Quality Counts and Center for Business and Economic Research both score “Novice”
It seems like mid-winter is a favorite time for various groups to publish fanciful rankings of Kentucky’s education system compared to other states, and 2016 has proved no exception.
Cases in point include new rankings from the annual Quality Counts report series from Education Week and an update to a rankings series from the Center for Business and Economics Research (CBER) at UK. Just as in the past, these rankings are clearly problematic.
Before discussing each report, let’s review some general concerns about ranking state education systems. This will be old news for our regular readers but these comments need to be repeated again since folks at both EdWeek and the CBER apparently still don’t get it.
A major problem with ranking state education systems is that the student demographics in each state vary dramatically. For example, as shown in Table 1, in the 2015 National Assessment of Educational Progress (NAEP) Grade 4 reading assessment, Kentucky’s student population was dramatically different from the US average. Kentucky was 79 percent white while across the nation public school enrollment in 2015 was only 49 percent white. Black enrollment in Kentucky was only 10 percent, while blacks comprised 15 percent of the total nationwide. Hispanics only made up 5 percent of Kentucky’s student body, but nationally they made up 26 percent of the public school enrollment. For a bit more reference, whites in California comprised only 25 percent of the state’s public school enrollment in late winter of 2015 when the NAEP was administered.
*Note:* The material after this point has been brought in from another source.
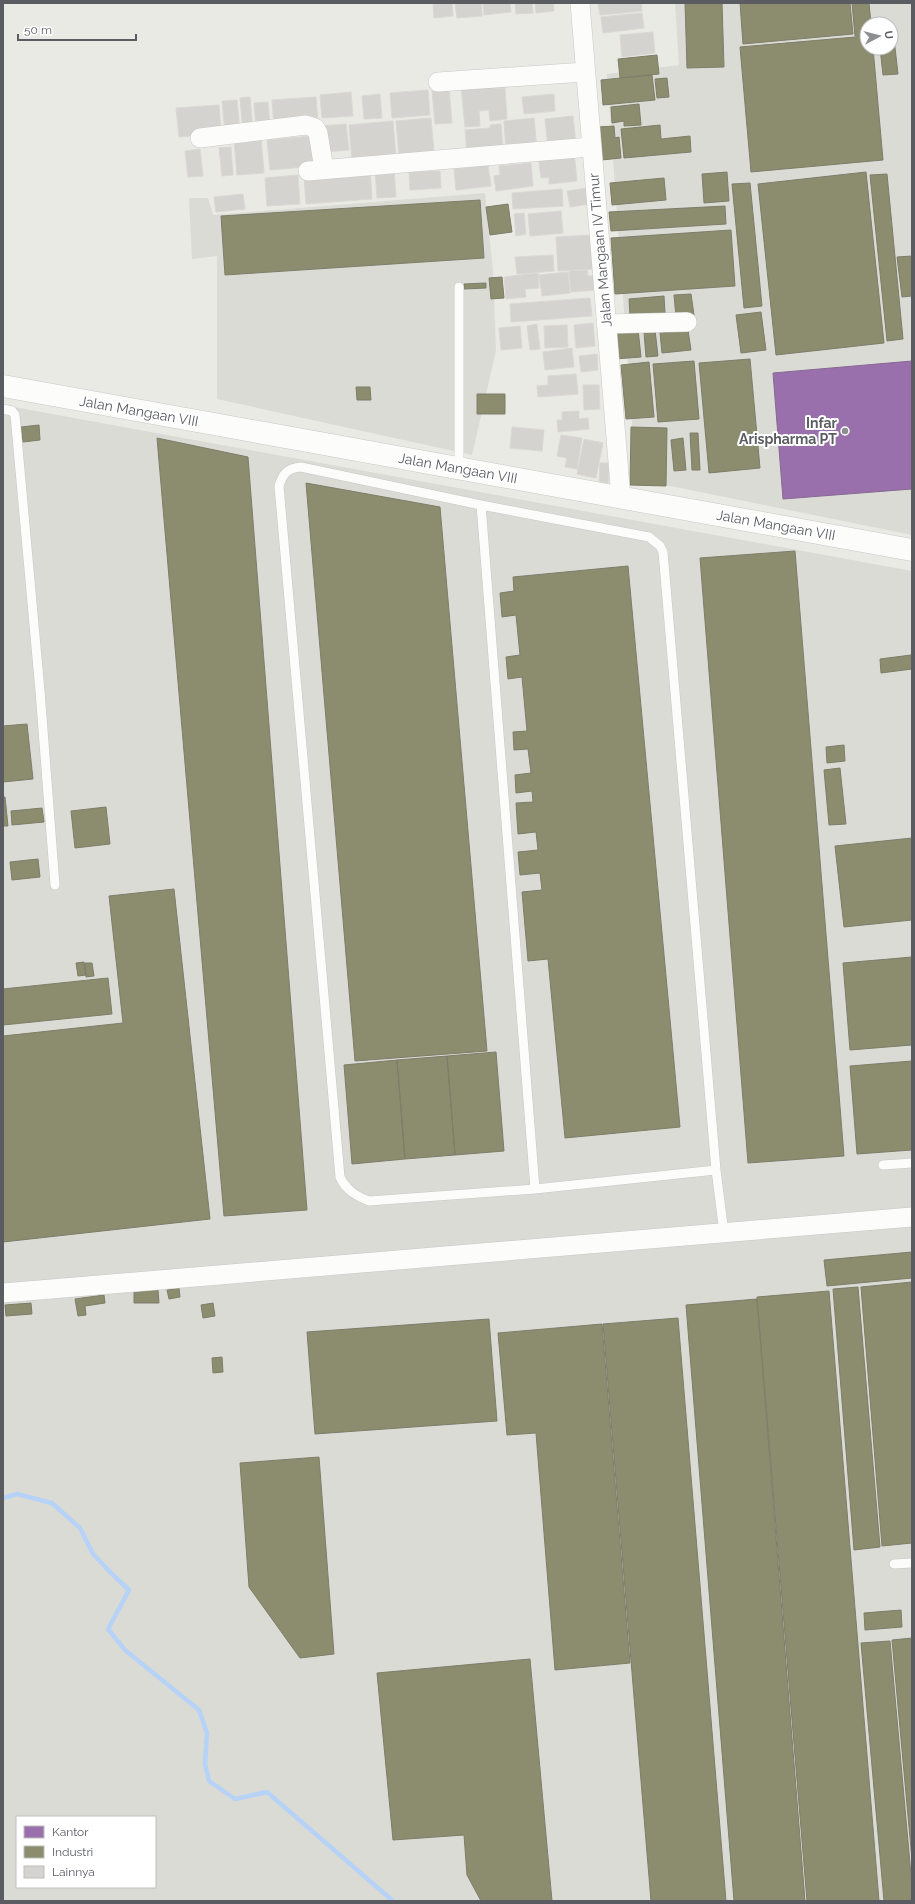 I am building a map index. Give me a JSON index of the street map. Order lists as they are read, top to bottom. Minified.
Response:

Coupled with these very dramatic differences in demographics are tremendous differences in test results for the different races, as shown in Table 2.
These major achievement gap scores create a major comparison problem when the demographics differ sharply. Given Kentucky’s overwhelming white enrollment, even though the Bluegrass State’s whites scored lower than either whites in California or across the nation, when the scores are averaged together using the enrollment percentages, Kentucky gets a big advantage.
This isn’t news, by the way. NAEP Report Cards since 2005 have discussed issues that should be considered when comparing scores across states. These include things like differing student demographics, differing rates of exclusion of students from testing, and the fact that the NAEP is a sampled assessment so all the scores have sampling errors and small differences in scores are not significant.
Of particular note, a special section of the NAEP 2009 Science Report Card that begins on Page 32 is titled, “A Closer Look at State Demographics and Performance.” It actually uses Kentucky as an example of how impressions about a state’s performance can change notably once the scores are disaggregated by race. Figure 32 from that NAEP report shows that overall Kentucky outscored the national average by a statistically significant amount. However, when the scores are considered by race, Kentucky’s whites, who comprised more than 80 percent of the state’s public school enrollment in 2009, actually scored statistically significantly lower than the national average for whites.
Let’s explore this with more recent data found in Tables 1 and 2 above. If each state’s weighted average score on the NAEP 2015 Grade 4 Reading Assessment is computed for the three racial groups shown in Tables 1 and 2, Kentucky’s fourth grade reading scores are notably higher than either the US average or California’s, as Table 3 shows. The difference is probably large enough to be statistically significant.
However, look at what happens if we use each state’s scores for whites, blacks and Hispanics but we weight those scores by the demographic percentages found in Kentucky. Table 4 shows the results.
Wow! Kentucky isn’t well ahead of the US average or California at all. The only reason Kentucky looks better in overall score comparisons is because of an unfair advantage due to our state’s very different student demographics. Keep in mind that NAEP Grade 4 Reading is where Kentucky shows its best performance. Things look a lot worse for Kentucky when we consider math, which I will discuss a little later.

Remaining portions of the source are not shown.